I’m going to write because that’s all I can do, describe and articulate being in this strange new world. Perhaps, in doing so, I can help others who will find themselves here one day. Perhaps something in my writing might be a way-marker that hints that another has passed this way ahead.

The series will be called ‘Absolute Beginner’, because that is exactly what I am. Despite all my knowledge of the theory of grief and bereavement, this is the start of my own personal journey, my learning of grieving though living it. I am an absolute beginner at this.

And the subtitle will be ‘A personal story of grief’, because that is exactly what it will be. This is my story, my personal experience, and I am hugely grateful to be able to share it on this platform.

I hope that when the words come, they will be good ones.

8 Comments

  1. Fran Hall
    Elisabeth and Newton

    Hi Fran, Words seem inadequate in offering you my condolences. Your words have already echoed my own journey into the unknown. When parents, grandparents pass, it’s sad but expected. But when it’s someone close, that’s a different story. The feeling of helplessness, for me, was one of my greatest hurdles, which you helped me overcome with my daughter’s passing. Hopefully you can overcome your hurdles too. Looking forward to reading your future posts.

  2. Fran Hall

    Thank you. My husband died suddenly and unexpectedly in March. I had no warning. He was at home and he was not alone. Everyone says I’m doing well. They don’t see what it’s like at home. I’ll write again.

  3. Fran Hall

    I hesitate to say welcome to this land, Fran, and yet I do welcome you.

    I have been there, having lost my husband, business partner, soul mate and best friend 9 years ago. Been catapulted into someone whom I could not recognise, and where my professional knowledge of bereavement meant nothing.

    I too had to write. And so I welcome your words and know they will bring meaning and a lifebelt to others at times.
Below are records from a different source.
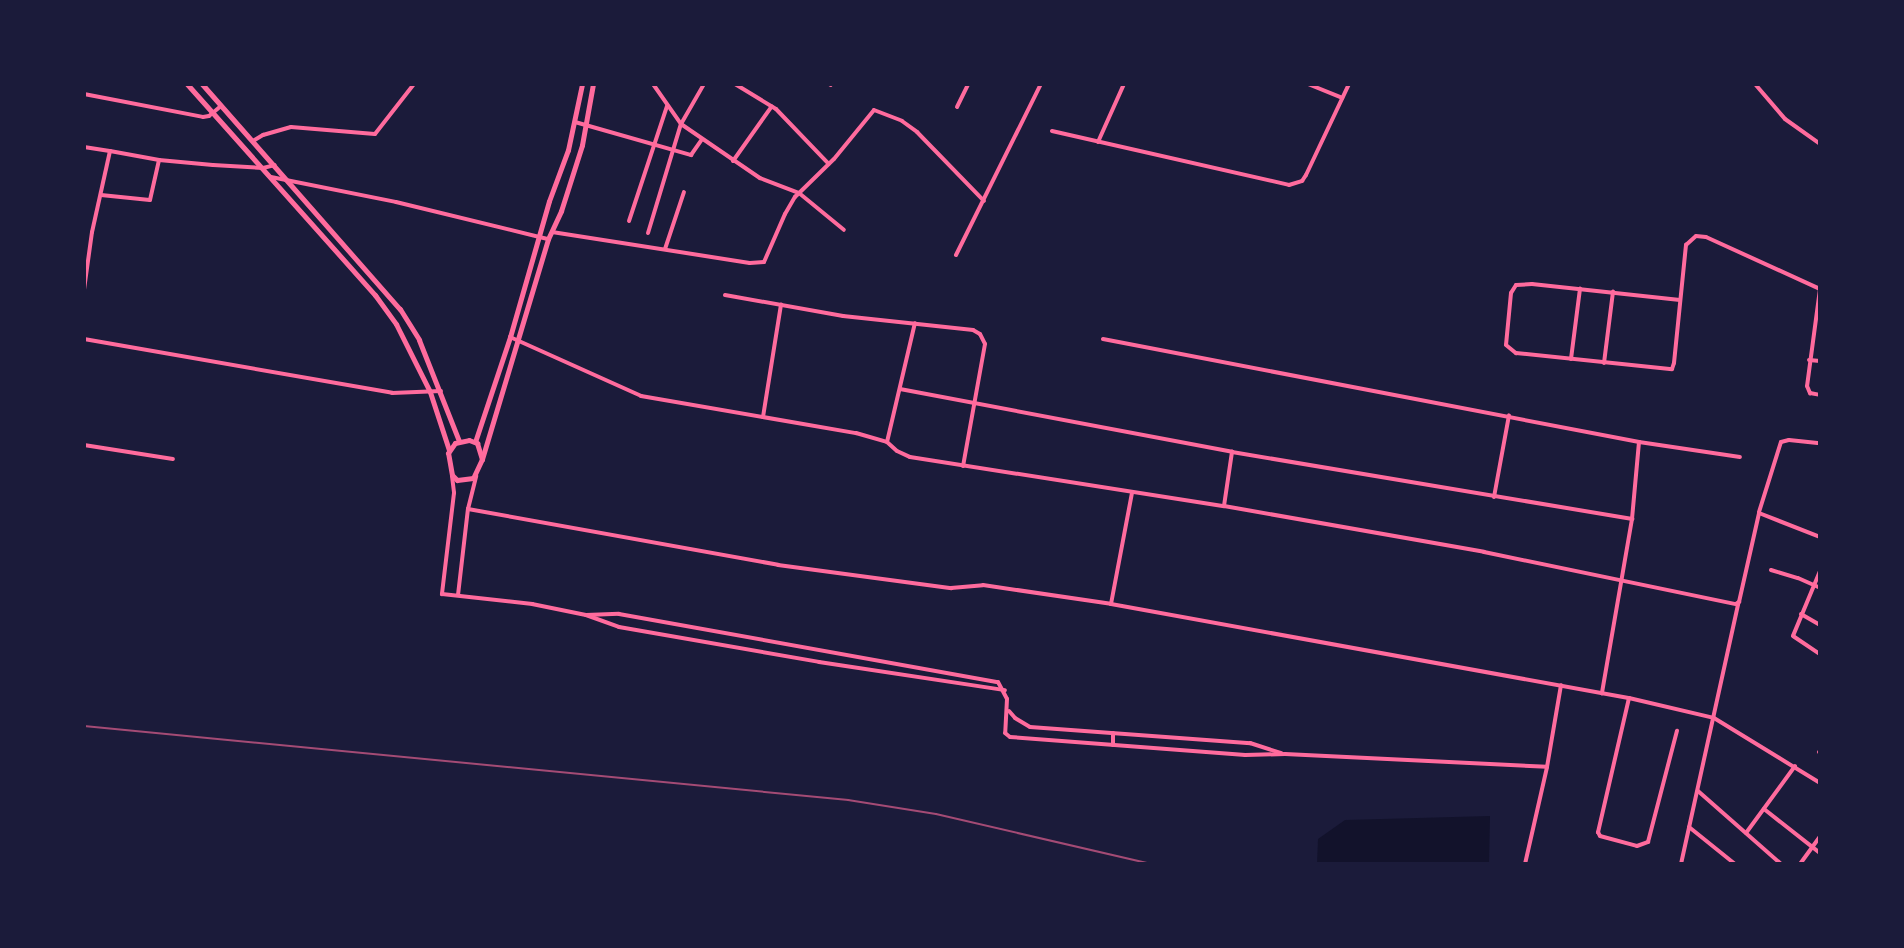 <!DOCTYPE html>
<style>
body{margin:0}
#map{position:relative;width:1904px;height:948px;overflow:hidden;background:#1b1b3a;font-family:"Roboto Condensed",sans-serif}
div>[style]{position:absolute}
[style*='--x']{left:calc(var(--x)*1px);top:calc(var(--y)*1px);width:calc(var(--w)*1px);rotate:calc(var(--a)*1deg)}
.water>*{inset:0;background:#12122b}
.minor>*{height:4px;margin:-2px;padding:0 2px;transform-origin:2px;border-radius:2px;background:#ff6b9d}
.tertiary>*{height:5px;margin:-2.5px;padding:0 2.5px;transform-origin:2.5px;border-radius:2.5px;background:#ff6b9d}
.rail>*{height:2px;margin:-1px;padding:0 1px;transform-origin:1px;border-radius:1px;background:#a44b75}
span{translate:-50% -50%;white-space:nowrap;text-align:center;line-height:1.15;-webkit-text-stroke:5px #1b1b3a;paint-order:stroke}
.frame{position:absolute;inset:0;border:86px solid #1b1b3a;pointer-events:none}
</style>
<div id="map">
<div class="water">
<i style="clip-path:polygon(1490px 816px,1489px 864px,1317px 864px,1318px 839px,1345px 820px)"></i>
</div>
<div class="minor">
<i style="--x:653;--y:84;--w:49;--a:55"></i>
<i style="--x:681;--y:124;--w:96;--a:34.4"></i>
<i style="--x:760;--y:178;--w:42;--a:21"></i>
<i style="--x:799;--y:193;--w:58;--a:39.4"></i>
<i style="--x:735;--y:84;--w:48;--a:31.4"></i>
<i style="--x:776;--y:109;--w:76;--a:46.1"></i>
<i style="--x:829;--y:84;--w:2;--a:27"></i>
<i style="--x:1308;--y:84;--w:37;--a:22"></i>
<i style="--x:1755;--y:84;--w:46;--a:49.4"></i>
<i style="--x:1785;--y:119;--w:43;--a:35.5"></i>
<i style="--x:84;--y:94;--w:121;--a:10.9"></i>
<i style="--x:203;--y:117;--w:6;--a:-9"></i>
<i style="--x:209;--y:116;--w:16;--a:-40"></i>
<i style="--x:957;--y:107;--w:25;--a:-64"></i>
<i style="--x:575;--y:122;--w:121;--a:15.9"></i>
<i style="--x:691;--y:155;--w:19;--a:-55"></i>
<i style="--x:1052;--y:131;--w:243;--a:12.8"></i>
<i style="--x:1289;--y:185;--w:14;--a:-17"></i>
<i style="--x:1302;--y:181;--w:7;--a:-56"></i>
<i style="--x:1306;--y:175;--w:101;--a:-64.7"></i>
<i style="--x:253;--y:141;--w:12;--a:-31"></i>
<i style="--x:263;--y:135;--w:29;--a:-16"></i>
<i style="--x:291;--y:127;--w:84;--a:4.8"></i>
<i style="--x:375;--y:134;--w:63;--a:-52"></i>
<i style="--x:1098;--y:142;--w:64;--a:-65.9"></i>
<i style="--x:84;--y:147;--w:26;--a:9"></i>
<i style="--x:110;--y:151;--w:83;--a:102.5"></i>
<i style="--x:92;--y:232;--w:59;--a:97.9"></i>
<i style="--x:110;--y:151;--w:50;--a:10.4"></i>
<i style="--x:159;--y:160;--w:54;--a:5.3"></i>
<i style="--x:213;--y:165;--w:50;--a:3.4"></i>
<i style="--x:263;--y:168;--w:12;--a:-14"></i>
<i style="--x:733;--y:161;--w:67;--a:-54.7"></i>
<i style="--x:271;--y:177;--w:127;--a:11.3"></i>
<i style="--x:396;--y:202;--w:156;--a:13.7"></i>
<i style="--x:101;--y:195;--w:49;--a:5.8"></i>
<i style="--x:150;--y:200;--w:41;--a:-77.3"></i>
<i style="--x:629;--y:221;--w:121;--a:-71.7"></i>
<i style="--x:552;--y:232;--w:200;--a:8.9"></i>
<i style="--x:750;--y:263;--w:14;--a:-4"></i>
<i style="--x:764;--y:262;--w:52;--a:-66.4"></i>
<i style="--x:785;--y:214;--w:20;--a:-60"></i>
<i style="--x:795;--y:197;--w:54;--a:-44.3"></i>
<i style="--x:834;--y:159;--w:63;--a:-50.8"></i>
<i style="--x:874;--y:110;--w:30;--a:21"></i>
<i style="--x:902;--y:121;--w:19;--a:36"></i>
<i style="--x:917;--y:132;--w:96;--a:45.8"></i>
<i style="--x:648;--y:233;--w:114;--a:-73.2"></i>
<i style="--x:681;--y:124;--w:46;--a:-60.1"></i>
<i style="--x:665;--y:249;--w:60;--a:-71.6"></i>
<i style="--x:956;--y:255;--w:191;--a:-63.6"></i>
<i style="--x:1820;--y:289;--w:98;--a:97.6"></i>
<i style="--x:1807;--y:386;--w:8;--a:67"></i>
<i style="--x:1810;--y:393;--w:10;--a:11"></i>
<i style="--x:725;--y:295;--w:120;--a:10.1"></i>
<i style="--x:843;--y:316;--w:131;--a:6.1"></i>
<i style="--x:973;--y:330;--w:8;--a:30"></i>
<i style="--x:980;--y:334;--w:11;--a:63"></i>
<i style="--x:985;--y:344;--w:124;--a:100.2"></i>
<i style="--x:1680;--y:300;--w:149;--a:-173.8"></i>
<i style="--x:1532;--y:284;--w:16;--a:176"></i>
<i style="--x:1516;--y:285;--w:9;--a:122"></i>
<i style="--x:1511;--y:293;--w:52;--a:95.5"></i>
<i style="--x:1506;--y:345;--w:13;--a:39"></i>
<i style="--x:1516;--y:353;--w:157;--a:5.9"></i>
<i style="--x:1672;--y:369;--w:6;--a:-72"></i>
<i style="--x:1674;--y:363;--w:119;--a:-84.2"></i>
<i style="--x:1686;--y:245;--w:13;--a:-42"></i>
<i style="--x:1696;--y:236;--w:10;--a:6"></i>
<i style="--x:1706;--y:237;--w:125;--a:24.5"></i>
<i style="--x:510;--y:337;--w:144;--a:24.2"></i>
<i style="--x:641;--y:396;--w:218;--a:9.8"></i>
<i style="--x:856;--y:433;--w:32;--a:16"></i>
<i style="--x:887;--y:442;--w:13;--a:42"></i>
<i style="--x:897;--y:451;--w:14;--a:25"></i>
<i style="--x:910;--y:457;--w:318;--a:8.9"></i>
<i style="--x:1224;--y:506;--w:264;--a:10"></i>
<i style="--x:1484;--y:552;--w:257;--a:11.7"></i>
<i style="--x:1736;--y:604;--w:4;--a:-34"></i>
<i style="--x:1739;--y:602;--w:91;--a:-77.3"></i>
<i style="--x:1759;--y:513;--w:66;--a:21.5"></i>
<i style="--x:84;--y:339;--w:313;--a:9.9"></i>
<i style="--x:392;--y:393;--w:49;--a:-2.3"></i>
<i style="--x:1103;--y:339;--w:546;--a:10.88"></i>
<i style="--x:1639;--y:442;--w:77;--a:95.2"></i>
<i style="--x:1632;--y:519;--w:177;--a:99.8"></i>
<i style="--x:1571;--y:359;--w:71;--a:-82.7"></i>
<i style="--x:1809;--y:360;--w:11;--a:5"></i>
<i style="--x:1604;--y:363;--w:72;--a:-82.8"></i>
<i style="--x:900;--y:389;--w:338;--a:10.7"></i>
<i style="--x:1232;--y:452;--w:406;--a:9.5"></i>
<i style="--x:763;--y:417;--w:114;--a:-80.9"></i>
<i style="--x:887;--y:442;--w:122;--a:-76.8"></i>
<i style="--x:1639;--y:442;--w:102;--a:8.4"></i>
<i style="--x:84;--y:445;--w:90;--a:8.9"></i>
<i style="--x:452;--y:476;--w:17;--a:83"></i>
<i style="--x:454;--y:493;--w:102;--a:96.8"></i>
<i style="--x:442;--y:594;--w:91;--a:6.3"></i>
<i style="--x:532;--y:604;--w:55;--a:11.5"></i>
<i style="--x:586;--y:615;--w:35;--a:20"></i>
<i style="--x:619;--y:627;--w:203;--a:9.9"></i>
<i style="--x:819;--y:662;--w:188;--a:8.6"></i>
<i style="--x:1494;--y:497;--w:83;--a:-79.6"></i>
<i style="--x:1224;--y:506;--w:55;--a:-81.6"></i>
<i style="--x:468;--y:509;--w:315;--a:10.2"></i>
<i style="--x:778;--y:565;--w:175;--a:7.6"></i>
<i style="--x:951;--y:588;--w:32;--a:-5"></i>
<i style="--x:983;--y:585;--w:129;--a:8.4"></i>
<i style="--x:1111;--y:604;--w:526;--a:10.29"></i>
<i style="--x:1629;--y:698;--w:87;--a:13.2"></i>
<i style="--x:1714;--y:718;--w:124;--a:31.5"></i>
<i style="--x:1759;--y:512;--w:73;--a:-72.6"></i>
<i style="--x:1781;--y:442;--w:8;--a:-14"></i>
<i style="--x:1789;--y:440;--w:31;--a:6"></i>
<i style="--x:1771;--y:570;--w:28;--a:17"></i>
<i style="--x:1798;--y:578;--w:24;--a:24"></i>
<i style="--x:1820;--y:571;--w:70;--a:112.6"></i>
<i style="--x:1793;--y:636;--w:32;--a:34"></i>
<i style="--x:458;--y:595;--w:87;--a:-83.4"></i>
<i style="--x:468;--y:509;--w:34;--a:-76"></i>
<i style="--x:1111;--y:604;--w:113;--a:-79.3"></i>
<i style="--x:1801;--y:614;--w:22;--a:30"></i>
<i style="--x:586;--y:615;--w:33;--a:-2"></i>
<i style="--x:619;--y:614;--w:385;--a:10.2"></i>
<i style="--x:998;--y:682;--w:19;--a:62"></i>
<i style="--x:1007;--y:699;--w:34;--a:93"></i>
<i style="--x:1005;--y:733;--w:6;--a:39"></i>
<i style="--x:1010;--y:737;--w:236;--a:4.4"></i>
<i style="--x:1245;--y:755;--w:40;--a:-1.4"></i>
<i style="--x:1285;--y:754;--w:262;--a:2.8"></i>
<i style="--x:1629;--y:698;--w:138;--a:103"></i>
<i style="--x:1598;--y:832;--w:4;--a:63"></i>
<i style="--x:1600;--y:836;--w:38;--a:15"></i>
<i style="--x:1637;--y:846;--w:12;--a:-20"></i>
<i style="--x:1648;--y:842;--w:115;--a:-75.4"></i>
<i style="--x:1009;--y:711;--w:9;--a:49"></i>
<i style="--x:1015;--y:718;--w:17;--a:31"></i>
<i style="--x:1030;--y:727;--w:221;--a:4.2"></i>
<i style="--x:1250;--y:743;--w:33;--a:18"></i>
<i style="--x:1113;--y:745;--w:12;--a:-90"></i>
<i style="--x:1819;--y:752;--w:1;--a:45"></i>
<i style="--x:1698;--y:791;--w:111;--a:41.3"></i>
<i style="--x:1764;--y:809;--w:71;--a:38.2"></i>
<i style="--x:1689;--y:827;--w:59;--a:38.8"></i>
<i style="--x:1746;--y:833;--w:83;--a:-53.8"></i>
<i style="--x:1525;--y:864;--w:99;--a:-77.2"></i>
<i style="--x:1547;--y:767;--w:83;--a:-80.3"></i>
<i style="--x:1681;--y:864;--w:266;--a:-77.6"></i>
<i style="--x:1800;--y:864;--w:34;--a:-54"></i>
</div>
<div class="tertiary">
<i style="--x:187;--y:84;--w:283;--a:48.3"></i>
<i style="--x:375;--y:295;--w:36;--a:54"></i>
<i style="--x:396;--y:324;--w:76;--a:63.4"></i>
<i style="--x:430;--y:392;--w:61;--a:71.9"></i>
<i style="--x:202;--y:84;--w:300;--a:48.7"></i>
<i style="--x:400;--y:309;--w:36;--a:58"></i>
<i style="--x:419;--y:340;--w:109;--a:68.4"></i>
<i style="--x:469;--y:440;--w:9;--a:21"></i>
<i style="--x:477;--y:443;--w:17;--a:73"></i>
<i style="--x:482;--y:459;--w:21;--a:115"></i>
<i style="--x:473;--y:478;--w:16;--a:173"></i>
<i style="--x:457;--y:480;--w:7;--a:-135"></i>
<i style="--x:452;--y:475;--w:22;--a:-100"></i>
<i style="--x:448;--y:453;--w:12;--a:-55"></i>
<i style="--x:455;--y:443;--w:14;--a:-12"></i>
<i style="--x:475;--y:442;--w:111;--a:-71.6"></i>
<i style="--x:510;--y:337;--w:141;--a:-74"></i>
<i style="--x:549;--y:201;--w:54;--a:-69.6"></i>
<i style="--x:568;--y:150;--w:67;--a:-78"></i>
<i style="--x:482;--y:459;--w:230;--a:-73.3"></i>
<i style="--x:548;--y:239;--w:31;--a:-65"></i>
<i style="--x:561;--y:211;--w:69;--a:-72.3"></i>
<i style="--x:582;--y:145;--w:62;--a:-79.8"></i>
</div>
<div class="rail">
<i style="--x:84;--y:726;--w:768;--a:5.53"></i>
<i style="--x:848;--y:800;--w:89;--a:9"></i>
<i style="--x:936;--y:814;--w:221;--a:13.1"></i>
</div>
<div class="frame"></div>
</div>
    Thank you for your presence here, even though it wasn’t ‘supposed’ to happen, and even though you may have only arrived in this land reluctantly. I honour and greet you.

  4. Fran Hall

    Beautiful words Fran and could not have been written more clearly and consise. I truly feel your void and emptiness from your words of expression. Off course anyone in a place of grief is a beginner but as your journey takes you on a slightly different path now you will start to become a teacher to yourself on how to carry on and find the strength within. Steve would want you to be you and to ‘go get life’. Thinking of you a lot, always in my prayers and thoughts Melanie xxxx

  5. Fran Hall

    ‘Absolute Beginners’ by David Bowie was an inspired choice for your husband’s finale. Minus the ‘s’ it is also the perfect title for your current predicament. Although I am already resident in the ‘new land’ that you are beginning to so eloquently describe I look forward to reading more.